Generally, at this stage the Resource ensures it has everything it needs to roll forward the transaction. If the Resource later decides it was wrong and cannot actually perform the necessary work, it has violated its guarantee - and essentially has corrupted the transaction. This is really no different than if the disk were to fail and such problems are not "fixed" by a transactional system.
After all the Resources have acknowledged the Prepare, the Coordinator can then record its own End Record ("commit") for the transaction. It follows up and sends the commit message to each of the Resources.

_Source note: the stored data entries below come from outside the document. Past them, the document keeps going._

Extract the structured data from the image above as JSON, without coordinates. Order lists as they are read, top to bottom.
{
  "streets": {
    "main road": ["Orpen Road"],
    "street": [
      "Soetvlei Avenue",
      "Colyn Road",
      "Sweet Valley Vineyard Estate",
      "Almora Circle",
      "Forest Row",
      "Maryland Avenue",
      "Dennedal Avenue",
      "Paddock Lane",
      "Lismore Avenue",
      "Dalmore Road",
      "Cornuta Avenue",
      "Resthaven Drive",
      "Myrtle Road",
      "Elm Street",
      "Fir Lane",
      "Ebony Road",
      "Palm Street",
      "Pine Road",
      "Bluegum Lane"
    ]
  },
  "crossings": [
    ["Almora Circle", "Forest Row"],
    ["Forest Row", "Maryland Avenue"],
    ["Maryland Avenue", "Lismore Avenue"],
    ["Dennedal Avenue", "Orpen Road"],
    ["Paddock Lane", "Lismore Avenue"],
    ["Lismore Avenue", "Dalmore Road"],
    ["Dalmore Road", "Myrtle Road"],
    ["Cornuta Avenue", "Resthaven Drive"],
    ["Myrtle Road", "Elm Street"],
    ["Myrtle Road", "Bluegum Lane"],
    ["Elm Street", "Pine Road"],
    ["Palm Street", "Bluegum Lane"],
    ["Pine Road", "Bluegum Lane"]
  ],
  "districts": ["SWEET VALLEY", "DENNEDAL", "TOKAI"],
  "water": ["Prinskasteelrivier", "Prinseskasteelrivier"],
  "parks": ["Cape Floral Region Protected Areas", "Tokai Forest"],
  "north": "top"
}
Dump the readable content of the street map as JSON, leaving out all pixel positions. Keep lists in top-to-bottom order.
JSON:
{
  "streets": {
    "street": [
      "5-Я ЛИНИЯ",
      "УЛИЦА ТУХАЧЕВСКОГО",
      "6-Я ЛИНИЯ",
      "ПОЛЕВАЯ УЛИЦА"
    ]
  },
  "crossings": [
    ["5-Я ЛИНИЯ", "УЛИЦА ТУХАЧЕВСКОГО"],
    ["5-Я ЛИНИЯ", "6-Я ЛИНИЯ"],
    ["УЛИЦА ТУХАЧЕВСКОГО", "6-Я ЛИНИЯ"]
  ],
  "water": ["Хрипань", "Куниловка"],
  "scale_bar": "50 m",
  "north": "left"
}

If a Resource terminates between the Prepare and the Commit, it must query the Coordinator and ask what the outcome was for this transaction. Based on the results, it will either abort or commit its own transaction.
In this fashion, you can use multiple different Resources and yet provide transactional behavior.
Transactions, and the use of transactions, are motivated by providing a model for handling failures. From our own work in file systems space, we know that failures - and handling failures appropriately - is an essential part of the development process and one that often is more complex than handling the "normal" cases. Transactional systems don't make handling failures and errors simpler, but they force you to always think through the failures in advance rather than resolve them in an ad hoc fashion.
A future article will delve into the details of transactions and how they are actually implemented in Windows Vista.